"Nawracajcie się i wierzcie Ewangelii"- słowa wypowiadane przez kapłana przy posypywaniu głowy popiołem. Od Środy Popielcowej w Kościele Katolickim zaczyna się 40-to dniowy Wielki Post. Przez posypanie głów popiołem przypomina nam że życie nasze na ziemi przemija. Uczynki pokutne (post, modlitwa,jałmużna) przygotowują na życie wieczne.
Rekolekcje, nabożeństwa Drogi Krzyżowej,Gorzkich żali, kazania pasyjne - to wszystko pozwala poznać sens naszej wiary. Dla mnie ma wielkie znaczenie uczestnictwo,przynajmniej w jeden piątek Wielkiego Postu w Misterium Męki Pańskiej w Bazylice św.Franciszka w Krakowie.
Czarne habity,czarne kaptury z wyciętymi otworami na oczy. W ręce długa laska.Na niektórych czaszka. Procesja - Arcybractwa Męki Pańskiej. Niezmiennie już od 400-tu lat! Tyle przetrwało Arcybractwo choć w nieco zubożonej formie.Do Bractwa należą i należeli najznakomitsi krakowianie. Osoby cieszące się wielkim szacunkiem. Publicznie przyodziewali te niecodzienne stroje by być nierozpoznawalnymi. Arcybractwo miało szczególne przywileje. Raz w roku w Wielki Czwartek wykupywało z więzienia dłużników i jednego skazanego na śmierć. Procesja prowadziła ul. Bracką do Rynku Głównego. Schodzili do podziemia ratusza z którego zabierali wykupinych dłóżników i uwalnionego skazańca.Skazaniec od tej chwili aż do śmierci był pod opieką braci stając się jednym z nich. Ułaskawieni przestępcy brali udział w procesji powrotnej do kaplicy Męki Pańskiej. Ocalony od śmierci szedł między dwoma braćmi niosąc świecę i czaszkę. W kaplicy zdejmowano wszystkim uwolnionym kajdany. Leżąc krzyżem słuchali kazania.Ten zwyczaj i przywilej przetrwał do końca XVIIIw. Zabór austriacki. Pozbawienie Arcybractwa przywilejów i walka o zlikwidowanie Bractwa.Zlikwidować się nie udało! W latach powojennych władze państwowe jeszcze bardziej ograniczyły działalność. Bracia mogli tylko uczestniczyć w liturgii Wielkiego Postu.
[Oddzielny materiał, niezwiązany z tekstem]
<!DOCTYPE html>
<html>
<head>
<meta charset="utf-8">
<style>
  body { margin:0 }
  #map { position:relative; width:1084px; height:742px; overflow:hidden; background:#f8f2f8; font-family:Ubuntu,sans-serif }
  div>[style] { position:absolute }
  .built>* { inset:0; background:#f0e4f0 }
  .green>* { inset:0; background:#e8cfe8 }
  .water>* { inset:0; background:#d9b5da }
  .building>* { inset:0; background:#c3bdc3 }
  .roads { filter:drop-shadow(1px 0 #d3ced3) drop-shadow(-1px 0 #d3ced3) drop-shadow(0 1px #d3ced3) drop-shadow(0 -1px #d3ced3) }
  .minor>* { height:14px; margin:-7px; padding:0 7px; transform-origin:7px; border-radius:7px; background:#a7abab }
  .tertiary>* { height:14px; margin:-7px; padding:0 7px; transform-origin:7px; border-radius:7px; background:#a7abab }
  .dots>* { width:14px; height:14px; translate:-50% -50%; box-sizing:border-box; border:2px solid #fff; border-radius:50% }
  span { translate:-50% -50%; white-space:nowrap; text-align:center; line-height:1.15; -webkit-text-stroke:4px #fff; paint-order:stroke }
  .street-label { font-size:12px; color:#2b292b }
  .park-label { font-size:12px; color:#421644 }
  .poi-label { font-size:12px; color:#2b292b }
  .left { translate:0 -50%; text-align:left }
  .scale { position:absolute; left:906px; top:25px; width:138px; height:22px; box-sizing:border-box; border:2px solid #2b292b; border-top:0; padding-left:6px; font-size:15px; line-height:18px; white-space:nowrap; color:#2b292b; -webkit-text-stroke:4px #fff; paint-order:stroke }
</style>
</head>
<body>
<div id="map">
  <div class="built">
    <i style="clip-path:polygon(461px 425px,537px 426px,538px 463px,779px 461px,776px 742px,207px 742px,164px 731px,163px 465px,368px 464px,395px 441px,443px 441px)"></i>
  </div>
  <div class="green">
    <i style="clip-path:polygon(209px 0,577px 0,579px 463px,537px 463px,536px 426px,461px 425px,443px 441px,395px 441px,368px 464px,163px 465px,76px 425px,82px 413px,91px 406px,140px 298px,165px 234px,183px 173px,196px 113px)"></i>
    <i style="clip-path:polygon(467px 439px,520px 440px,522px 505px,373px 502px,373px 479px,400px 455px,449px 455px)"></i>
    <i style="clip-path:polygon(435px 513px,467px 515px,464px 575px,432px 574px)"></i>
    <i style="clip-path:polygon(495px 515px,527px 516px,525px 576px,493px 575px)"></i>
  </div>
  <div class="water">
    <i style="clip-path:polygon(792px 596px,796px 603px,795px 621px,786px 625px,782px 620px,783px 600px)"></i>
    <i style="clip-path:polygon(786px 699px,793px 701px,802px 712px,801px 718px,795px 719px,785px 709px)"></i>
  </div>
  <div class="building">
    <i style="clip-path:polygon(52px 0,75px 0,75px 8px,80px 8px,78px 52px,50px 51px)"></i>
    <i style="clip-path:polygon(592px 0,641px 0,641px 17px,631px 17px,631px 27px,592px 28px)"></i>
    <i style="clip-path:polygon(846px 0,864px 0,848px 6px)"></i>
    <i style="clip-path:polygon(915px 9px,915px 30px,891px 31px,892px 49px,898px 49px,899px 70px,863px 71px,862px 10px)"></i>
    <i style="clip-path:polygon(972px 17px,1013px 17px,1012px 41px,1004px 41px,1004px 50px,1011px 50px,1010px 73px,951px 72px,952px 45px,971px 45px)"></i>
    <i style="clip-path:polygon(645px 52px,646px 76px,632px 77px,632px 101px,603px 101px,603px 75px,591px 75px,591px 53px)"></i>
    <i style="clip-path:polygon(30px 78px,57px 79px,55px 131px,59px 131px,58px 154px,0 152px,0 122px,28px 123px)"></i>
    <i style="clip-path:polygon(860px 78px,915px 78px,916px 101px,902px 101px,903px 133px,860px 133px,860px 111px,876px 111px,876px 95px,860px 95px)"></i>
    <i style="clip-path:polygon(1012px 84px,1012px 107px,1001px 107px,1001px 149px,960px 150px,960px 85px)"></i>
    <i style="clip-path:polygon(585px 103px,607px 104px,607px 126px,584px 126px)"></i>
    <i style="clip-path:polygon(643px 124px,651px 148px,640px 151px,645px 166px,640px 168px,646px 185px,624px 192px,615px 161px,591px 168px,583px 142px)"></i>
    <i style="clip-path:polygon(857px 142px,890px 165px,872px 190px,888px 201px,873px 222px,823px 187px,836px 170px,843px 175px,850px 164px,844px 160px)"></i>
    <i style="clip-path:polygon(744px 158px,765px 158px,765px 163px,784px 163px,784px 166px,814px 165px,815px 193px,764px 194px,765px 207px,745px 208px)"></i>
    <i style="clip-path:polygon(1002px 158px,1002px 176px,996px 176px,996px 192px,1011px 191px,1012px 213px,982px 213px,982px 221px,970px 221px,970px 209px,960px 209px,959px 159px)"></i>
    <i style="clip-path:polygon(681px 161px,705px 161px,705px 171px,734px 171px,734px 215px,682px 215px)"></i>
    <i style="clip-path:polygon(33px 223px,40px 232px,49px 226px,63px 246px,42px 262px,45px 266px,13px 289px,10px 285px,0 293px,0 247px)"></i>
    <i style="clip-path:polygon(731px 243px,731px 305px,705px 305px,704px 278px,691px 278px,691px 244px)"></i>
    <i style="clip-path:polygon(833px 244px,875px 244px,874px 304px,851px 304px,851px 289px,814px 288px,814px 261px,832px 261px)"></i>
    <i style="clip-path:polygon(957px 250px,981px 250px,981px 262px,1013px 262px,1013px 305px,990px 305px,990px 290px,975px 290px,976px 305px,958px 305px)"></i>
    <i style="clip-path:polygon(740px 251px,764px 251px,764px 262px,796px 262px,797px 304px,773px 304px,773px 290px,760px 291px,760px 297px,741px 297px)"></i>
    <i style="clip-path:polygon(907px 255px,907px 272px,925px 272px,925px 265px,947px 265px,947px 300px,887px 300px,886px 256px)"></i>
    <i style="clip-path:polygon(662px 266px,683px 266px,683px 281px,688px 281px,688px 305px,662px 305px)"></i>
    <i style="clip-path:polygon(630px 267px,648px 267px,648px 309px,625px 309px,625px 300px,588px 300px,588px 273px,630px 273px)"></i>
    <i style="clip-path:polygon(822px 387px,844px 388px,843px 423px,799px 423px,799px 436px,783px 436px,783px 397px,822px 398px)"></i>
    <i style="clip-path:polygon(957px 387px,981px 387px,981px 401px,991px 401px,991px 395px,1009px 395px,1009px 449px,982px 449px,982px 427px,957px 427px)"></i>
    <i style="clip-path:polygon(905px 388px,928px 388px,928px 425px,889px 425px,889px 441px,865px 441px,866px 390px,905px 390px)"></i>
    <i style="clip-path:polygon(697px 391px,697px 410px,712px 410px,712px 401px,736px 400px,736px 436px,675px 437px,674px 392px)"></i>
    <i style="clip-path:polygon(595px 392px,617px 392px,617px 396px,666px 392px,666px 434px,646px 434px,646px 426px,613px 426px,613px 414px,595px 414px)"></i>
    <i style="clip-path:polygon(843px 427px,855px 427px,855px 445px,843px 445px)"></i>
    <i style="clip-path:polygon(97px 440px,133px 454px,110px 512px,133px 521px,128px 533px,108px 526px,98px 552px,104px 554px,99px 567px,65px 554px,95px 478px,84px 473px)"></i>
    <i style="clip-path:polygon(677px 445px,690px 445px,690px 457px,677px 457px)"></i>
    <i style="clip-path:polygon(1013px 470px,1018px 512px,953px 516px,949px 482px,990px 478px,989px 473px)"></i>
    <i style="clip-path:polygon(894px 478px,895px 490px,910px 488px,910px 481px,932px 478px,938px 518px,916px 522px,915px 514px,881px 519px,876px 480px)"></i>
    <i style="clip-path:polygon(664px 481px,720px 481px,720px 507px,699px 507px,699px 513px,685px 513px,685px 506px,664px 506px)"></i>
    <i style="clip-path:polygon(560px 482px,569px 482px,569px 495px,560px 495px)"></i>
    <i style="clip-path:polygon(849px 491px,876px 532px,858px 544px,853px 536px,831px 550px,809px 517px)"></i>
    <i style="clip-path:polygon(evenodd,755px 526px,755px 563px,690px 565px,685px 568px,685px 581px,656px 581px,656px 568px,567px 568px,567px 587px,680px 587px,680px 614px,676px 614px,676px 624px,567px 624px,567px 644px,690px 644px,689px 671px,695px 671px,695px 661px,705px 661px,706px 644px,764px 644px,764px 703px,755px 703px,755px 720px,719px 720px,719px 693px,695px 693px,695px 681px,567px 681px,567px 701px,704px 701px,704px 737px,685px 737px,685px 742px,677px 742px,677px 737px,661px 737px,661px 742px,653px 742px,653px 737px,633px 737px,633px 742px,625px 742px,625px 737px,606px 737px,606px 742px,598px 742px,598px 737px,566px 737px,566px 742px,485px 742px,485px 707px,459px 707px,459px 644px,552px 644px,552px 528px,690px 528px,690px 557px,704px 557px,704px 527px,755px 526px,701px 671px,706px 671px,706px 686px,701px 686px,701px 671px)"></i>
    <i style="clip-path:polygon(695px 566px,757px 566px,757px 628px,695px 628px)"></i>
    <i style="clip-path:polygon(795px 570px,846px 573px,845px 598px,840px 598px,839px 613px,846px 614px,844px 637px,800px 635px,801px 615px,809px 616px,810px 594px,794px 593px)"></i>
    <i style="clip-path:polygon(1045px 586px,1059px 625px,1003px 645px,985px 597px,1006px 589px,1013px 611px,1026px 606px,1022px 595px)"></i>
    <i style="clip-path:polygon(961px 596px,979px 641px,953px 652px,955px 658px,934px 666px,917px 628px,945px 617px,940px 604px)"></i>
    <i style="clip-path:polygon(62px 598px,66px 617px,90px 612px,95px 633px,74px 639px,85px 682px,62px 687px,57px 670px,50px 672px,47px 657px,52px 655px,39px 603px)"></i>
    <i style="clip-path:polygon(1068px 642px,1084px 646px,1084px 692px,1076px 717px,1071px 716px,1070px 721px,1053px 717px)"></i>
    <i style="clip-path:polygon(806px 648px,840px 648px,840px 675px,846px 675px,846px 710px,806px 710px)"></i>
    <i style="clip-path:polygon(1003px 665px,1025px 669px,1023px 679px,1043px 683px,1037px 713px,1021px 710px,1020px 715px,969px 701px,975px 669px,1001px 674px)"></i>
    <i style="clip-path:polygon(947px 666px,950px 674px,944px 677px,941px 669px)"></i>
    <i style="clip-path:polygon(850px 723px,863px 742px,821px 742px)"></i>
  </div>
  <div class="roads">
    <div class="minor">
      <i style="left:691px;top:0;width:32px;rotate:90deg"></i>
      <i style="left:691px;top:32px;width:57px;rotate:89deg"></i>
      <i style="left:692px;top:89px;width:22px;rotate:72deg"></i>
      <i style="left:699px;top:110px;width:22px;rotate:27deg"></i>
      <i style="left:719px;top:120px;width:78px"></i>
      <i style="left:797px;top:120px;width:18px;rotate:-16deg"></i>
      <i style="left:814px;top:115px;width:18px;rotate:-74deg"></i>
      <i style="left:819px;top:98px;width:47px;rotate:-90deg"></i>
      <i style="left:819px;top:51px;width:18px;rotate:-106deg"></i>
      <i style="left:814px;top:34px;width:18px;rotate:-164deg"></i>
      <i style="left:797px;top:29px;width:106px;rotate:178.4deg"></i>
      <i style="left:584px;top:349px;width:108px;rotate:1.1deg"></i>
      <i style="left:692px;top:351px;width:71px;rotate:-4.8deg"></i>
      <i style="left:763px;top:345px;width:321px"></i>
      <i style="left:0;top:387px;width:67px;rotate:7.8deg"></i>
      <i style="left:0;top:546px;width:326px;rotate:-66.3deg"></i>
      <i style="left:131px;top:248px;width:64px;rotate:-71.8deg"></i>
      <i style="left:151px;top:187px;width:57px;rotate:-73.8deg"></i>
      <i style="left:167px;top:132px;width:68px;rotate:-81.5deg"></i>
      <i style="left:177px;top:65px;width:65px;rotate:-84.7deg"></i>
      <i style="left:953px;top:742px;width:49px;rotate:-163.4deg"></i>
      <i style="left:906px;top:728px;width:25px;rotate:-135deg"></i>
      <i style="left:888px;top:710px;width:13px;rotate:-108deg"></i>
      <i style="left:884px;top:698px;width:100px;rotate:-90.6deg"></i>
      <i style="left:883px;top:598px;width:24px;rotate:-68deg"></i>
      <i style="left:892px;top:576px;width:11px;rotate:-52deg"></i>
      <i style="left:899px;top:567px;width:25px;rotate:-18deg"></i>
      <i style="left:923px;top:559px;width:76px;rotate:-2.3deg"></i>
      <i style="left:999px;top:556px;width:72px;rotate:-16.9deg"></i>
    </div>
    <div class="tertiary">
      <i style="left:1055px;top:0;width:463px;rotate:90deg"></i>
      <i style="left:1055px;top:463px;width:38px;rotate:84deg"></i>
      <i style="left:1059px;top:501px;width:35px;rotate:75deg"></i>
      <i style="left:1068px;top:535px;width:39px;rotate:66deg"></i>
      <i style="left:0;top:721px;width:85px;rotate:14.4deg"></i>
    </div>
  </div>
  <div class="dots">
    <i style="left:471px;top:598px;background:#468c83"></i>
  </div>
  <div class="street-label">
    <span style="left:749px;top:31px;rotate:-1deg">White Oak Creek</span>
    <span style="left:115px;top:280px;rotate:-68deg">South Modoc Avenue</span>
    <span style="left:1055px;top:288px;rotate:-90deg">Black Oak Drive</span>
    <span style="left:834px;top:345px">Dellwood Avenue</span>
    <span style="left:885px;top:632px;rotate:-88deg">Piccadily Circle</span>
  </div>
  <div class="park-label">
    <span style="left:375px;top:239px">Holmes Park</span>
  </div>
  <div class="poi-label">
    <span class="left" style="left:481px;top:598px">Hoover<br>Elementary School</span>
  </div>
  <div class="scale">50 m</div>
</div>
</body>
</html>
Klęczymy, siedzimy w ławkach i oczekujemy.Z pięknych witraży mistrza Wyspiańskiego sączy się jeszcze światło. Na ścianach obrazy Drogi Krzyżowej Mehoffera............i już....stukot lasek...rytmiczne "me-me-nto-ho-mo-morii- pa- mię-taj- czło-wie-cze-na-śmierć"......dobiega gdzieś z krużganków..... Coraz bliżej i dostojnie wkracza Arcybractwo Męki Pańskiej. Ta podnisła atmosfera przenosi w inny wymiar. Stajemy się jednością w przedziwnym misterium. Słowa, gesty,pieśni pokutne i dziękczynne. Pokora i uwielbienie. Modlitwa, słowo Boże i procesja krużgankami. Ilu ludzi skruszonych te mury oglądały.........modlących się z uwielbieniem......i tych co to "niech nie wie lewa twoja ręka co czyni prawa"(Mt.6,3-4) skrycie i ze szczodrością serca. Czas się zatrzymał.Półmrok.Ucichły odgłosy. Co to już?